Bang-e-Dara · 1924

Stay Joined to the Tree

Paiwasta Rah Shajar Se

Paiwasta Rah Shajar Se — usually known by its opening line, 'Stay joined to the tree, keep hope of spring' — is one of Iqbal's shortest and most quoted poems. In a handful of couplets it builds a single image and draws a single, lasting lesson from it.

The poem appears in Bang-e-Dara, Iqbal's first Urdu collection, which was published together as a book in 1924. It belongs to the part of that collection written in his earlier years, the period in which Iqbal's poetry was turning from private feeling toward the condition of the community around him. The poem is small, but it carries the central concern of that whole phase of his work.

The poem is built entirely on one comparison: a branch and the tree it grows from. A branch still joined to its tree shares in the life of the whole — when spring comes, the branch blossoms with it. A branch cut away keeps, for a while, the shape of a branch, but it has lost the thing that mattered. It cannot green again, however much spring rain falls on it, because it is no longer connected to the source of life.

From that natural picture Iqbal draws his meaning directly. Stay joined to the tree, the poem says, and keep your bond with the community firm and unbroken. The branch is the individual; the tree is the larger body — the millat, the people — that the individual belongs to. The autumn that ruins the severed branch is the fate of anyone who imagines they can flourish entirely alone.

The lesson is plain, but Iqbal handles it with care. He is not preaching the loss of the self; elsewhere in his work the strong individual self is everything to him. The point here is subtler: a self has its fullest life through connection, not apart from it. The branch does not stop being a branch by staying joined — it becomes able to bloom. Belonging, in this poem, is not a cage. It is the supply line.

Paiwasta Rah Shajar Se endures because its image is so clear that it survives translation and crosses every boundary. A branch and a tree need no commentary.

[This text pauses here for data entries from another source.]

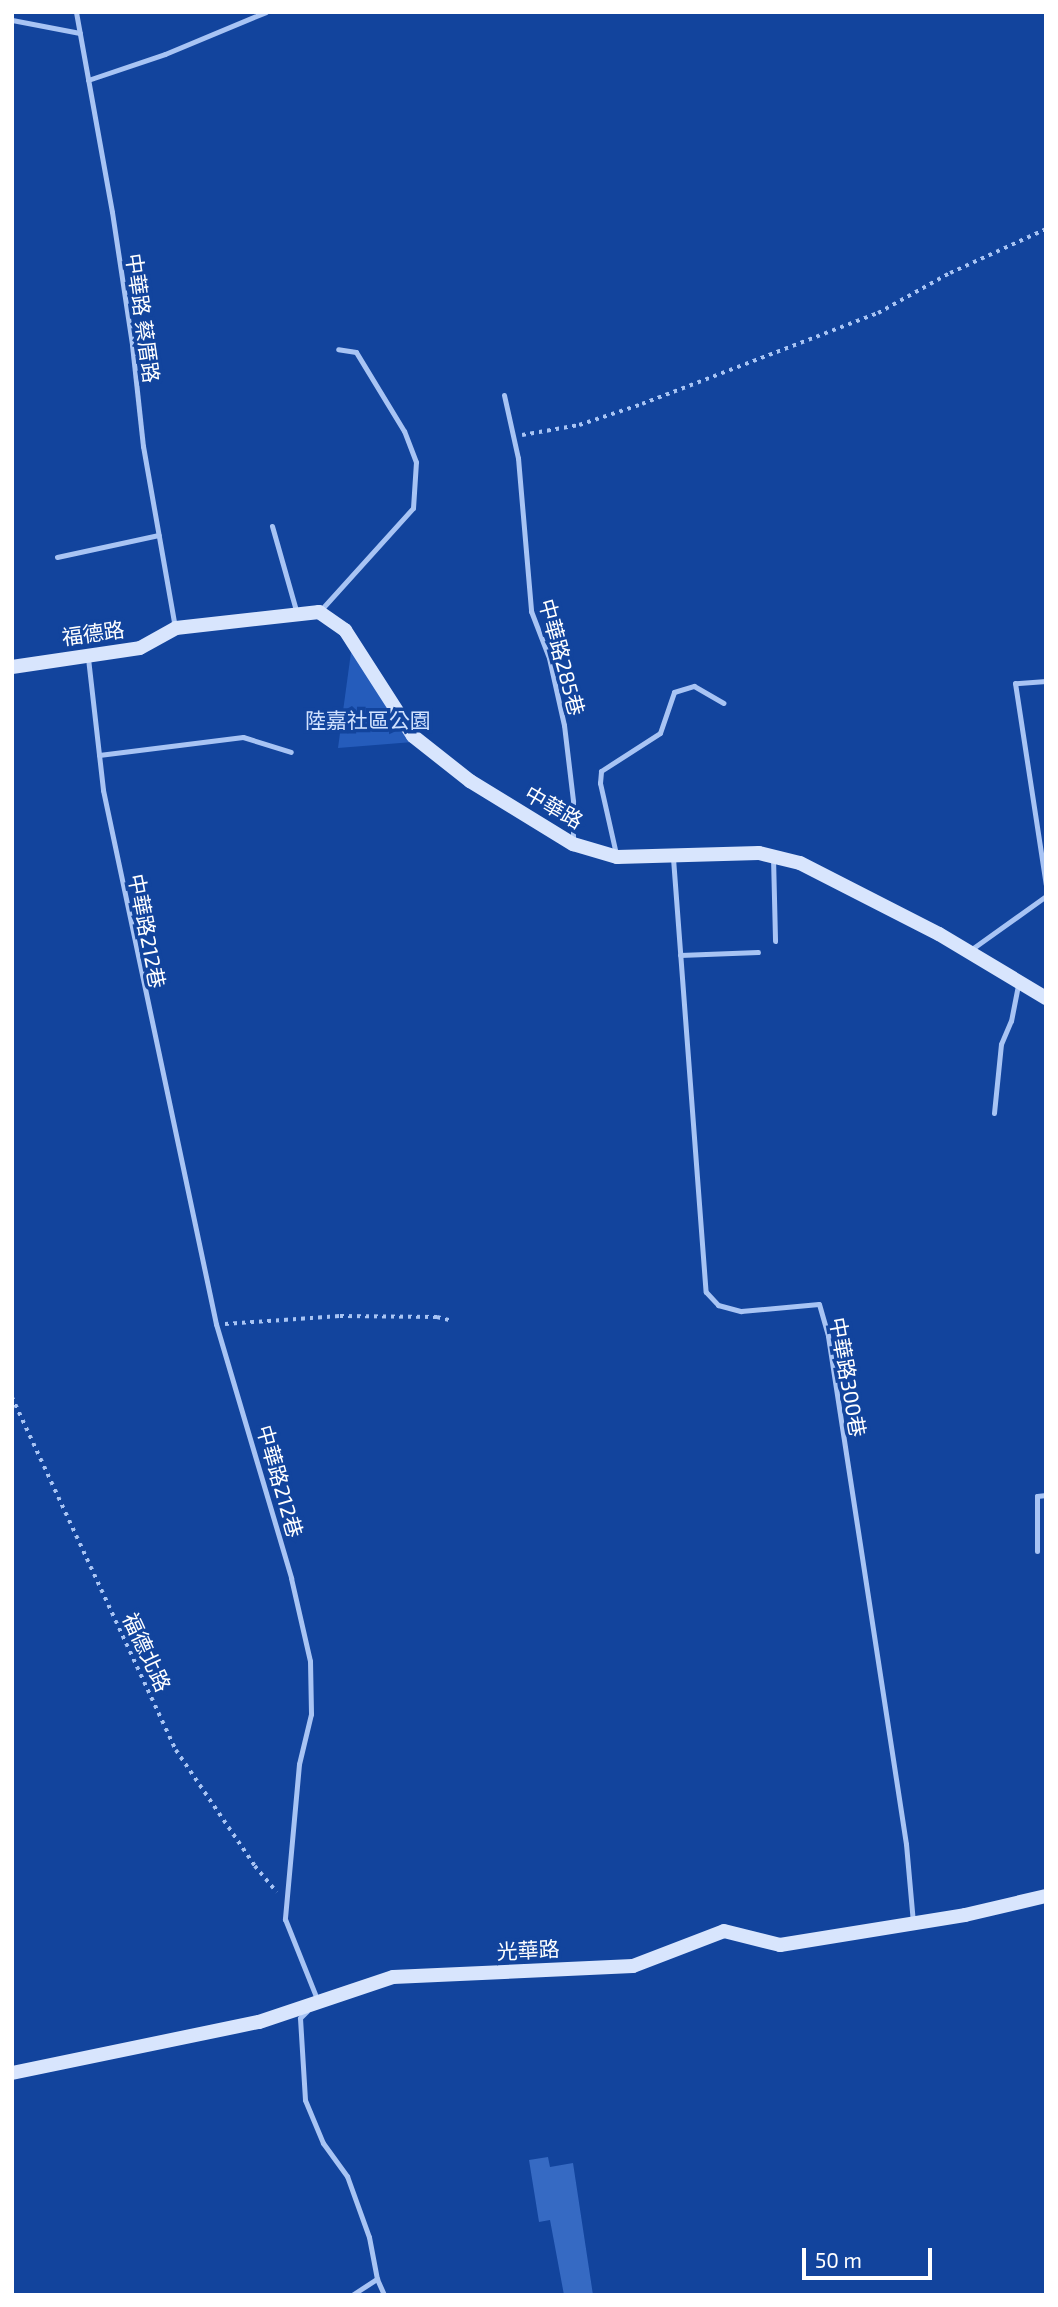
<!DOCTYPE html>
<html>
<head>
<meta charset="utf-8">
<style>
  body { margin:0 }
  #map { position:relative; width:1058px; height:2307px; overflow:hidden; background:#12449d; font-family:"Exo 2","Noto Sans TC",sans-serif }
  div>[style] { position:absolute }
  .green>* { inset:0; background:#255cbb }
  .building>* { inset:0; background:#366ac3 }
  .path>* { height:3.5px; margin-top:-1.75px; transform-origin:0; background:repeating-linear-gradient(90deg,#a8c4f4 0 3.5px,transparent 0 8.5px) }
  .lane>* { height:5px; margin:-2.5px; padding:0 2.5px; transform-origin:2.5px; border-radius:2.5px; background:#a8c4f4 }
  .secondary>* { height:14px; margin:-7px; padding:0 7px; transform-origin:7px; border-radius:7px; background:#d8e5fd }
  span { translate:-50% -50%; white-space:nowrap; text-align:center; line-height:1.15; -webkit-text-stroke:7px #12449d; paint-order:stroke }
  .street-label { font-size:21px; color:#fff }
  .park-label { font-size:21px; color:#d0e1fe }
  .frame { position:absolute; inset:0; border:14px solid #fff; pointer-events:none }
  .scale { position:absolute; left:802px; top:2248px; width:130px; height:32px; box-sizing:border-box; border:4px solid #fff; border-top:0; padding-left:9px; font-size:21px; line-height:24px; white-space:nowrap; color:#fff; -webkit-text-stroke:5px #12449d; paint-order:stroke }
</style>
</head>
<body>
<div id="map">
  <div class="green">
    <i style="clip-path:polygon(352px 645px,413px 742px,338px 748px)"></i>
  </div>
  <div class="building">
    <i style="clip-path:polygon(548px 2157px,550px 2167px,573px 2163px,593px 2295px,564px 2295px,550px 2220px,539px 2222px,529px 2160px)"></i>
  </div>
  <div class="path">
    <i style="left:522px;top:435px;width:58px;rotate:-10deg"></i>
    <i style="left:579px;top:425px;width:66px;rotate:-18.4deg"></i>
    <i style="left:642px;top:404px;width:253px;rotate:-21.1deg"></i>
    <i style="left:878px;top:313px;width:82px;rotate:-29.1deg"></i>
    <i style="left:950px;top:273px;width:106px;rotate:-24.6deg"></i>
    <i style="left:225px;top:1324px;width:115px;rotate:-4deg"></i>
    <i style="left:340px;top:1316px;width:97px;rotate:0.6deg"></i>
    <i style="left:437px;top:1317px;width:16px;rotate:14deg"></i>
    <i style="left:12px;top:1397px;width:389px;rotate:65.1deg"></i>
    <i style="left:176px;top:1750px;width:140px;rotate:55.7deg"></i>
    <i style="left:255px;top:1866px;width:34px;rotate:50deg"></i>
  </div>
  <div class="lane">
    <i style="left:76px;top:12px;width:203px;rotate:79.8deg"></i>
    <i style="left:112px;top:212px;width:134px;rotate:81.4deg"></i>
    <i style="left:132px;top:345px;width:102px;rotate:83.8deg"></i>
    <i style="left:143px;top:446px;width:184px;rotate:80deg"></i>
    <i style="left:12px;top:20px;width:69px;rotate:10.8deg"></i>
    <i style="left:88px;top:80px;width:81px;rotate:-18.7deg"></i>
    <i style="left:165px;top:54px;width:109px;rotate:-22.6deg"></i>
    <i style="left:504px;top:395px;width:65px;rotate:77.5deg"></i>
    <i style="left:518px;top:458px;width:154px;rotate:85.1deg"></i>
    <i style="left:531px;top:611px;width:50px;rotate:69deg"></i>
    <i style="left:549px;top:658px;width:69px;rotate:77.4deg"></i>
    <i style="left:564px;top:725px;width:77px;rotate:83.2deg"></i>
    <i style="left:573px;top:801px;width:42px;rotate:90deg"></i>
    <i style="left:272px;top:526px;width:91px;rotate:74.1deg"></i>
    <i style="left:57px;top:557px;width:104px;rotate:-12.2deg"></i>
    <i style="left:319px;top:612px;width:140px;rotate:-47.9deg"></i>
    <i style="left:413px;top:508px;width:46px;rotate:-86.3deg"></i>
    <i style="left:416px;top:462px;width:33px;rotate:-111deg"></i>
    <i style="left:404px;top:431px;width:92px;rotate:-121.3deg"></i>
    <i style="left:356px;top:352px;width:18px;rotate:-171deg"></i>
    <i style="left:88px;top:658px;width:133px;rotate:83.5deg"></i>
    <i style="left:103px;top:790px;width:546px;rotate:78.05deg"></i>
    <i style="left:216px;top:1324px;width:265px;rotate:73.5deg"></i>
    <i style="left:291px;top:1578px;width:85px;rotate:77.1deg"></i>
    <i style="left:310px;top:1661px;width:53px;rotate:88.9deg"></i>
    <i style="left:311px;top:1714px;width:51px;rotate:103.5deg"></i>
    <i style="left:299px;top:1764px;width:156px;rotate:95.2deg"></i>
    <i style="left:285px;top:1919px;width:86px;rotate:68.2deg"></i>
    <i style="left:1046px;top:681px;width:31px;rotate:176deg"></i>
    <i style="left:1015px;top:683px;width:204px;rotate:81.3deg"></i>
    <i style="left:99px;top:755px;width:145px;rotate:-7.1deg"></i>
    <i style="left:243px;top:737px;width:50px;rotate:17.4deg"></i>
    <i style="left:616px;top:854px;width:73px;rotate:-102.7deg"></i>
    <i style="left:600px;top:783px;width:12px;rotate:-85deg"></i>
    <i style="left:601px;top:771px;width:70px;rotate:-32.8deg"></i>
    <i style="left:660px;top:733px;width:43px;rotate:-71.1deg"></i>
    <i style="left:674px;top:692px;width:21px;rotate:-17deg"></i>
    <i style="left:694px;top:686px;width:34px;rotate:30deg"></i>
    <i style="left:773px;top:857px;width:84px;rotate:88.6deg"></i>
    <i style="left:673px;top:858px;width:435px;rotate:85.7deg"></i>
    <i style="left:706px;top:1292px;width:18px;rotate:47deg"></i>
    <i style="left:718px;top:1305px;width:24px;rotate:15deg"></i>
    <i style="left:741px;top:1311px;width:78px;rotate:-5.1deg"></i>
    <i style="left:819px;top:1304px;width:33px;rotate:74deg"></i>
    <i style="left:828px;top:1336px;width:514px;rotate:81.27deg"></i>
    <i style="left:906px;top:1844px;width:78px;rotate:84.9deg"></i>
    <i style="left:969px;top:951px;width:95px;rotate:-35.5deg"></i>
    <i style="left:680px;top:955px;width:78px;rotate:-2.2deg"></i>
    <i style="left:994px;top:1113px;width:69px;rotate:-84.2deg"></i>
    <i style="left:1001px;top:1044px;width:25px;rotate:-67deg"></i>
    <i style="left:1011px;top:1021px;width:37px;rotate:-79deg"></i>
    <i style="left:1037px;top:1551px;width:55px;rotate:-90deg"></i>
    <i style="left:1037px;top:1496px;width:9px;rotate:-6deg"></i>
    <i style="left:307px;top:2011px;width:10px;rotate:135deg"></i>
    <i style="left:300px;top:2018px;width:82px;rotate:86.5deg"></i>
    <i style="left:305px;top:2100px;width:47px;rotate:67.3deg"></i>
    <i style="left:323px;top:2143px;width:41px;rotate:54deg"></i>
    <i style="left:347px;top:2176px;width:65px;rotate:70.2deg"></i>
    <i style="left:369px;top:2237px;width:43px;rotate:79.2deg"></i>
    <i style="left:377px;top:2279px;width:17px;rotate:66deg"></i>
    <i style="left:352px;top:2295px;width:30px;rotate:-33deg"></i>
  </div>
  <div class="secondary">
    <i style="left:12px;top:667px;width:129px;rotate:-8.4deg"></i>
    <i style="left:140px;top:648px;width:41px;rotate:-29.1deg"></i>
    <i style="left:176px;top:628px;width:144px;rotate:-6.4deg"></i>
    <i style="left:319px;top:612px;width:32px;rotate:35deg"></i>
    <i style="left:345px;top:630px;width:126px;rotate:57.3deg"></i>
    <i style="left:413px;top:736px;width:73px;rotate:38.3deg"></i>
    <i style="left:470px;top:781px;width:121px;rotate:31.5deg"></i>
    <i style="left:573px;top:844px;width:46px;rotate:16.5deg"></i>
    <i style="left:617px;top:857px;width:142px;rotate:-1.6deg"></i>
    <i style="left:759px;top:853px;width:42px;rotate:13.7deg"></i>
    <i style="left:800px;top:863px;width:156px;rotate:27.1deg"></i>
    <i style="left:939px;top:934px;width:125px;rotate:30.9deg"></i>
    <i style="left:12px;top:2073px;width:252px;rotate:-11.7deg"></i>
    <i style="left:259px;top:2022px;width:141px;rotate:-18.6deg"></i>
    <i style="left:393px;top:1977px;width:240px;rotate:-2.6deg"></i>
    <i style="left:633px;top:1966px;width:97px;rotate:-21deg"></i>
    <i style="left:724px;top:1931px;width:58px;rotate:14deg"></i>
    <i style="left:780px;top:1945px;width:187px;rotate:-9.2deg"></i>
    <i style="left:965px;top:1915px;width:83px;rotate:-13.2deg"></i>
  </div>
  <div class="street-label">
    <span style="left:143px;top:318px;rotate:82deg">中華路 蔡厝路</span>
    <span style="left:93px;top:633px;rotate:-8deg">福德路</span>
    <span style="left:562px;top:657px;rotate:75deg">中華路285巷</span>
    <span style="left:554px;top:807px;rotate:30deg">中華路</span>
    <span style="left:147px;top:931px;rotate:79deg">中華路212巷</span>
    <span style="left:848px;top:1377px;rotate:80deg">中華路300巷</span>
    <span style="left:280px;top:1481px;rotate:74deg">中華路212巷</span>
    <span style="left:147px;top:1652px;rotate:65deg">福德北路</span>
    <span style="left:528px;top:1950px;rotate:-3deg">光華路</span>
  </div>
  <div class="park-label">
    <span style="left:368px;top:720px">陸嘉社區公園</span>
  </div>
  <div class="frame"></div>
  <div class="scale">50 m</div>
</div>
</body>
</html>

Readers of any faith or nation can feel the truth of it: that a person cut off from the larger life that feeds them keeps an outline of strength for a while, and then cannot answer the spring.

The lines that endure

The most famous verses

Paiwasta rah shajar se umid-e-bahaar rakh
Millat ke saath raabita-e-istiwaar rakh
पैवस्ता रह शजर से उमीद-ए-बहार रख
मिल्लत के साथ राबिता-ए-इस्तिवार रख
Stay joined to the tree, and keep your hope of spring — keep your bond with your people firm and unbroken.